- Extracted records -
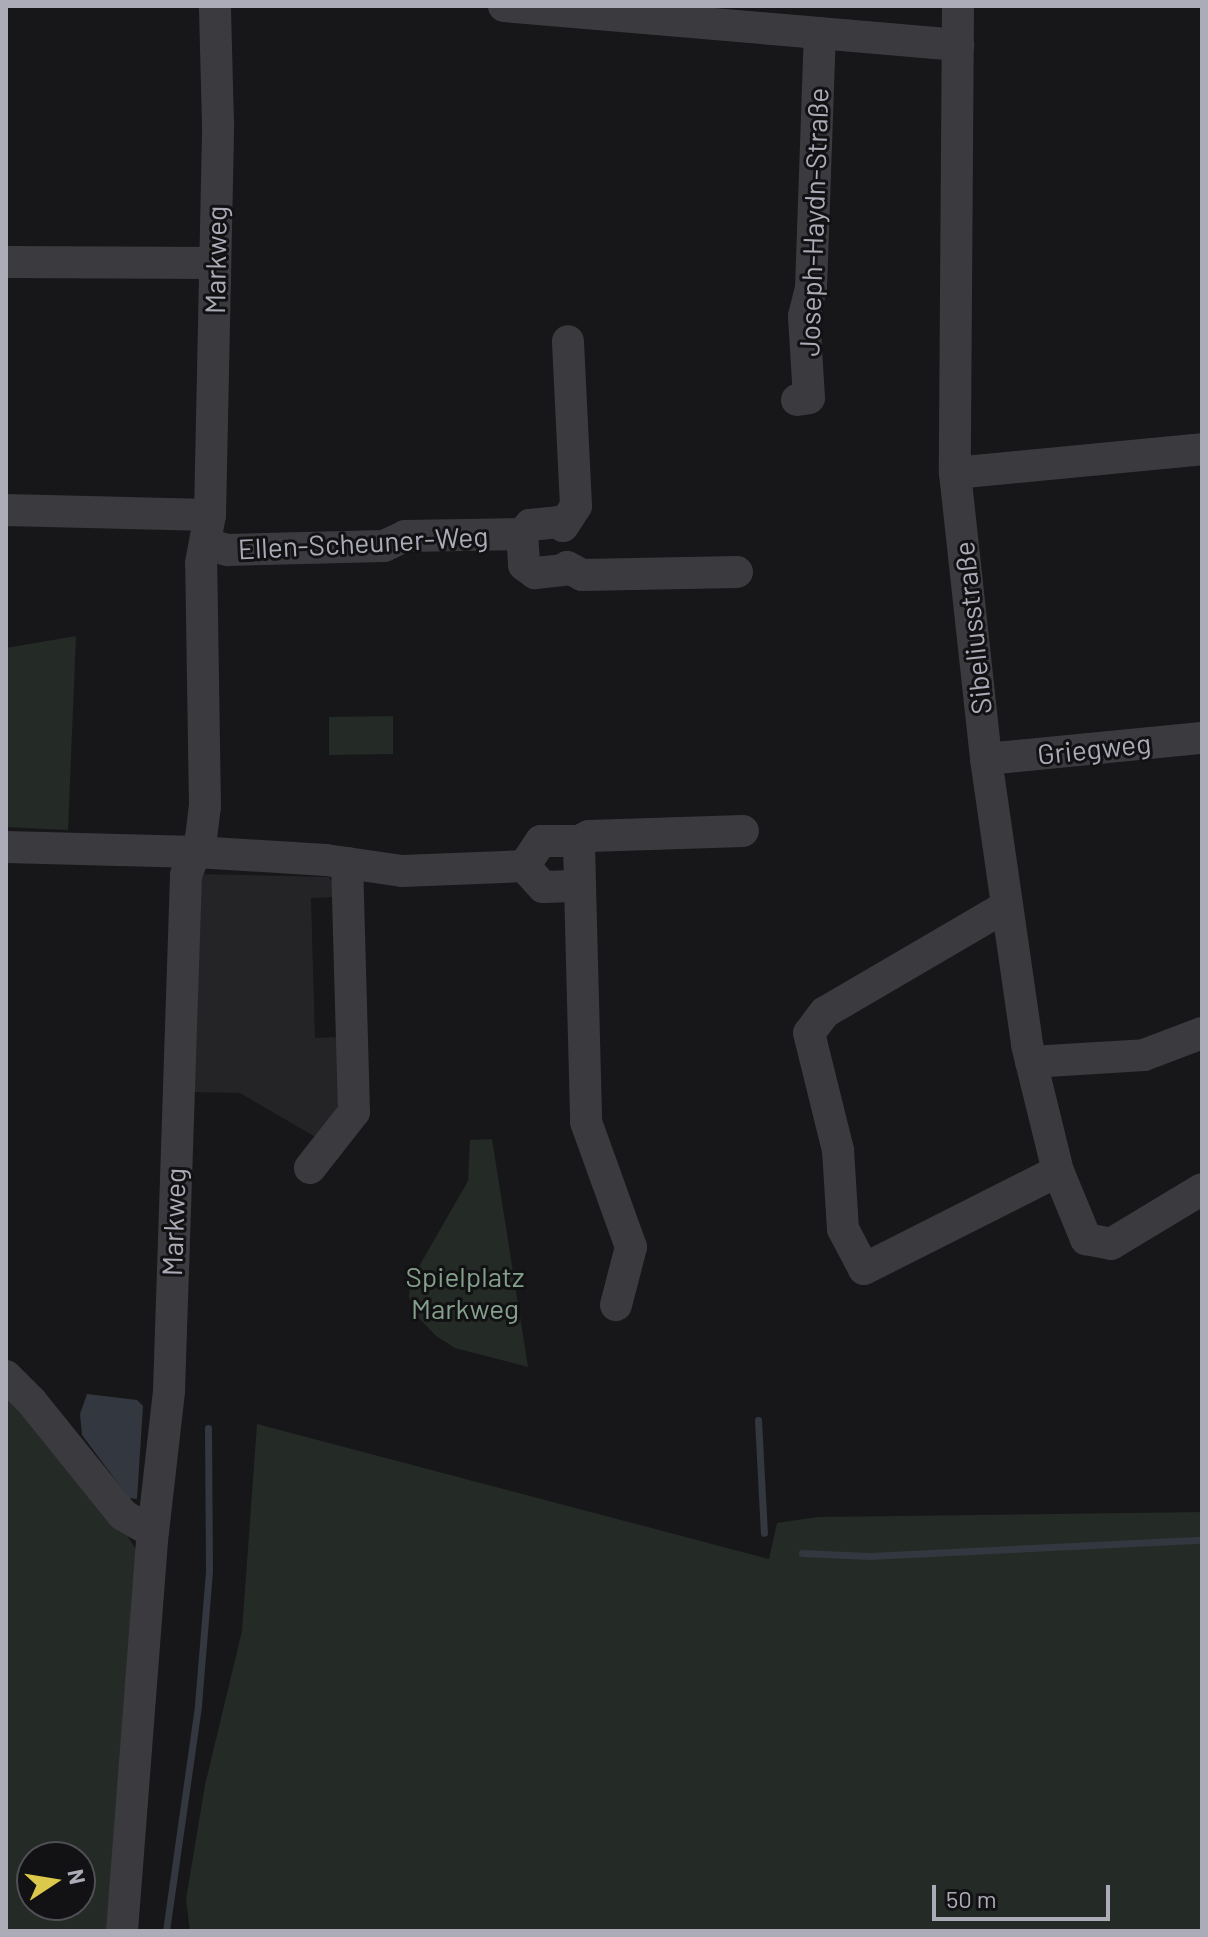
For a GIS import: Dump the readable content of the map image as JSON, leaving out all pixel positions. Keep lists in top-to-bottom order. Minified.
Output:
{"streets":{"street":["Joseph-Haydn-Straße","Markweg","Ellen-Scheuner-Weg","Sibeliusstraße","Griegweg"]},"crossings":[["Markweg","Ellen-Scheuner-Weg"],["Sibeliusstraße","Griegweg"]],"parks":["Spielplatz Markweg"],"scale_bar":"50 m","north":"right"}
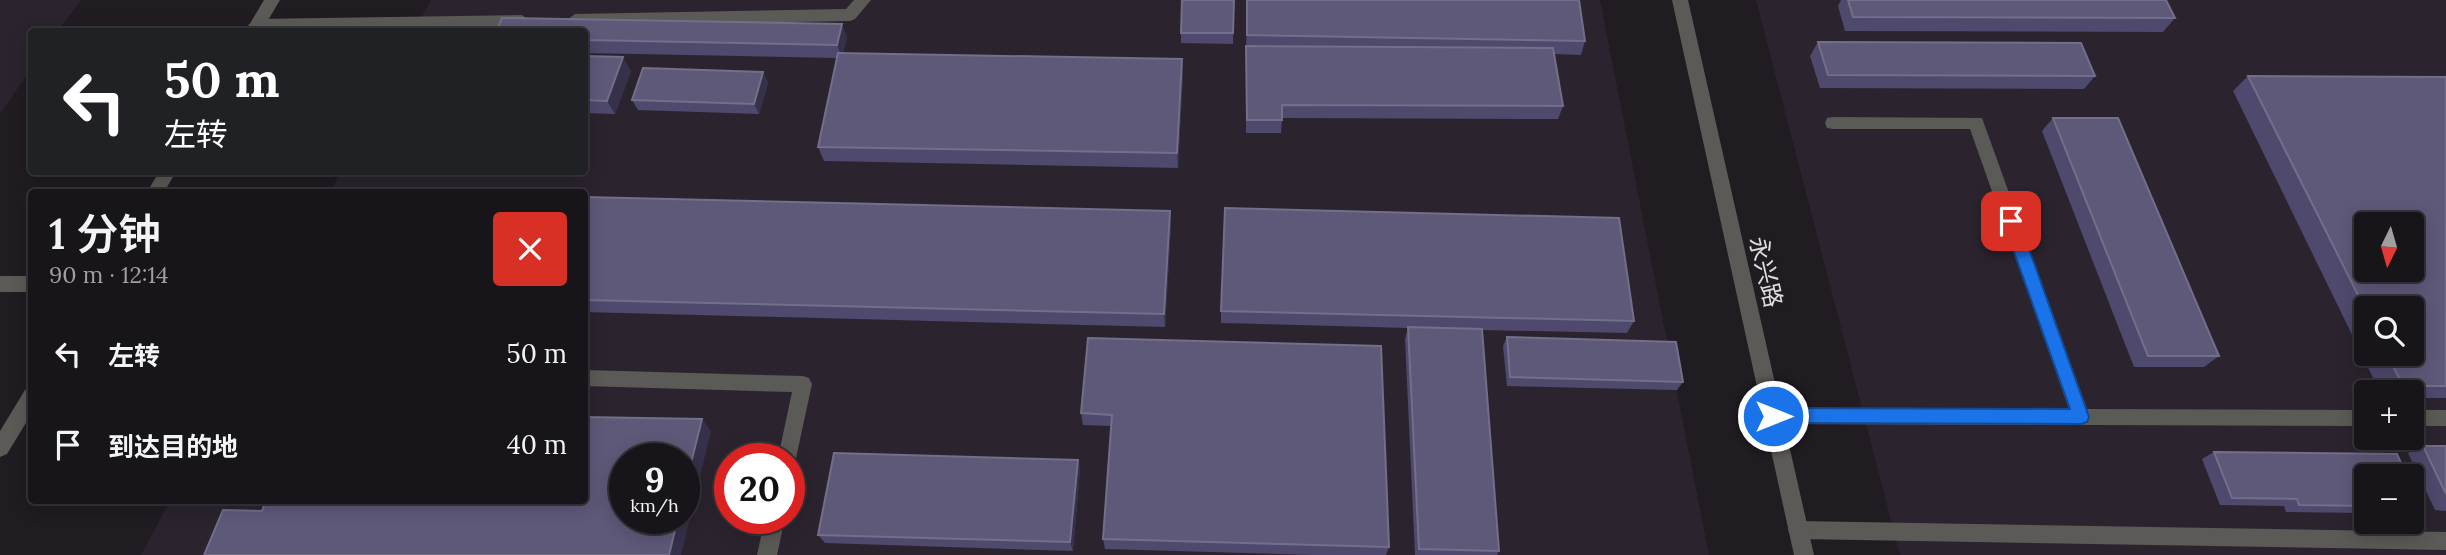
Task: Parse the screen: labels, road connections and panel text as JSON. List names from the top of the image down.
{
  "streets": {
    "street": ["永兴路"]
  },
  "north": "bottom",
  "page": {
    "turn": ["50 m", "左转"],
    "heading": ["1 分钟", "90 m · 12:14"],
    "map_buttons": ["+", "−"],
    "list": [
      {
        "name": "左转",
        "value": "50 m"
      },
      {
        "name": "到达目的地",
        "value": "40 m"
      }
    ],
    "speed": "9 km/h",
    "limit": "20"
  }
}
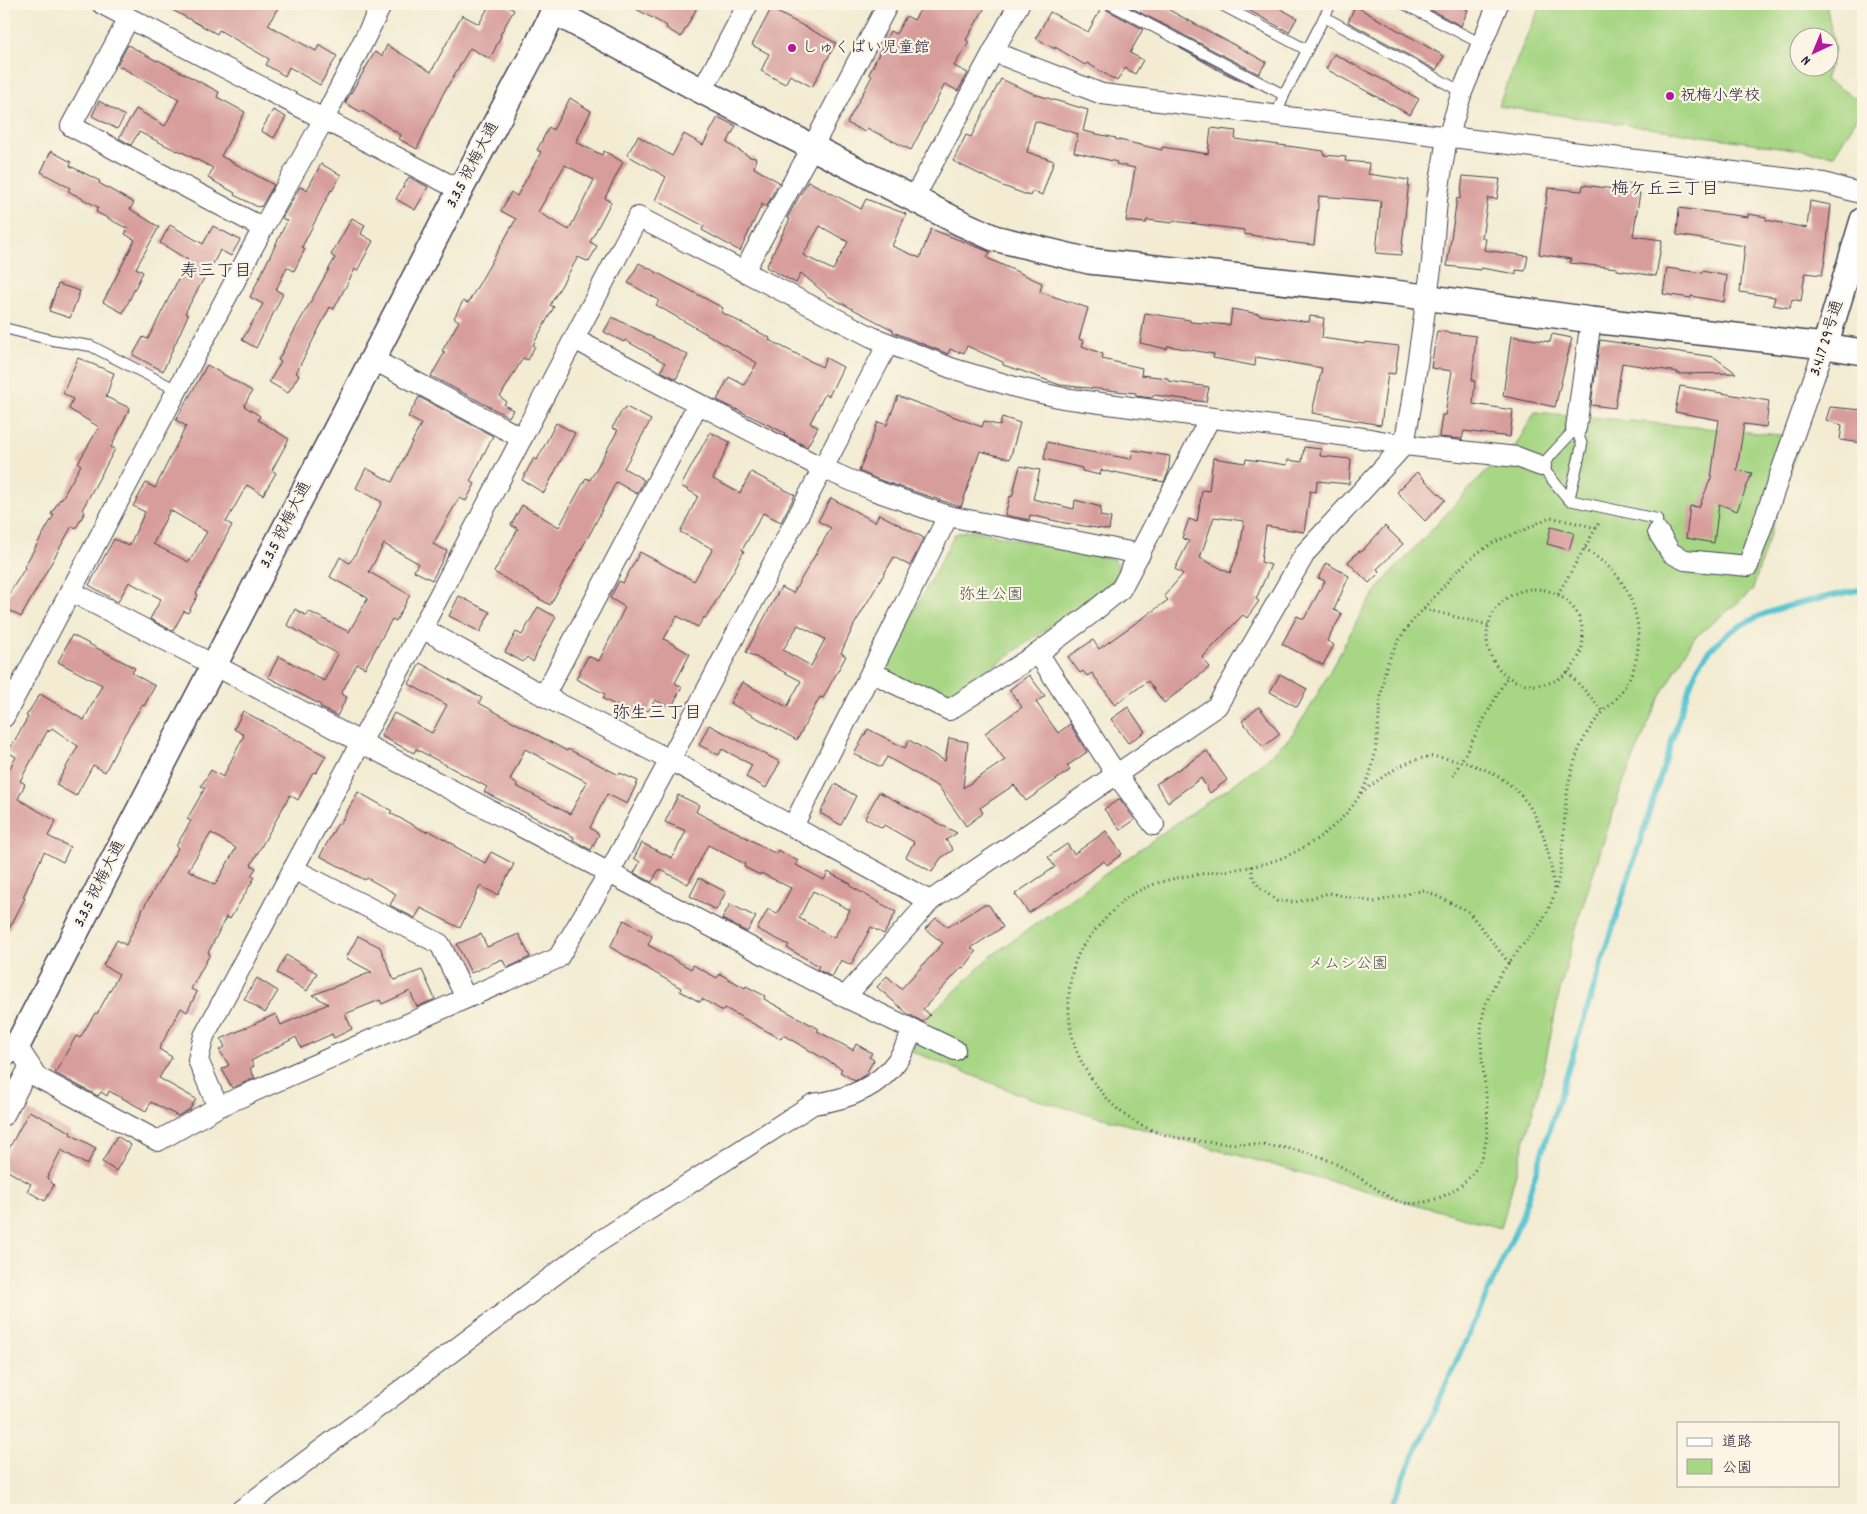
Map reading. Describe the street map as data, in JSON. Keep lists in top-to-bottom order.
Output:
{
  "streets": {
    "street": ["3.3.5 祝梅大通", "3.4.17 29号通"]
  },
  "districts": ["梅ケ丘三丁目", "寿三丁目", "弥生三丁目"],
  "parks": ["弥生公園", "メムシ公園"],
  "places": ["しゅくばい児童館", "祝梅小学校"],
  "legend": ["道路", "公園"],
  "north": "bottom left"
}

- How to complete this task -
A word-for-word copy of the records is needed, with no pictures carried over.

- Answer to this exercise -
For a GIS import: Dump the readable content of the map image as JSON, leaving out all pixel positions. Keep lists in top-to-bottom order. Minified.
Output:
{"streets":{"street":["Joseph-Haydn-Straße","Markweg","Ellen-Scheuner-Weg","Sibeliusstraße","Griegweg"]},"crossings":[["Markweg","Ellen-Scheuner-Weg"],["Sibeliusstraße","Griegweg"]],"parks":["Spielplatz Markweg"],"scale_bar":"50 m","north":"right"}
Task: Parse the screen: labels, road connections and panel text as JSON. List names from the top of the image down.
{
  "streets": {
    "street": ["永兴路"]
  },
  "north": "bottom",
  "page": {
    "turn": ["50 m", "左转"],
    "heading": ["1 分钟", "90 m · 12:14"],
    "map_buttons": ["+", "−"],
    "list": [
      {
        "name": "左转",
        "value": "50 m"
      },
      {
        "name": "到达目的地",
        "value": "40 m"
      }
    ],
    "speed": "9 km/h",
    "limit": "20"
  }
}
Map reading. Describe the street map as data, in JSON. Keep lists in top-to-bottom order.
Output:
{
  "streets": {
    "street": ["3.3.5 祝梅大通", "3.4.17 29号通"]
  },
  "districts": ["梅ケ丘三丁目", "寿三丁目", "弥生三丁目"],
  "parks": ["弥生公園", "メムシ公園"],
  "places": ["しゅくばい児童館", "祝梅小学校"],
  "legend": ["道路", "公園"],
  "north": "bottom left"
}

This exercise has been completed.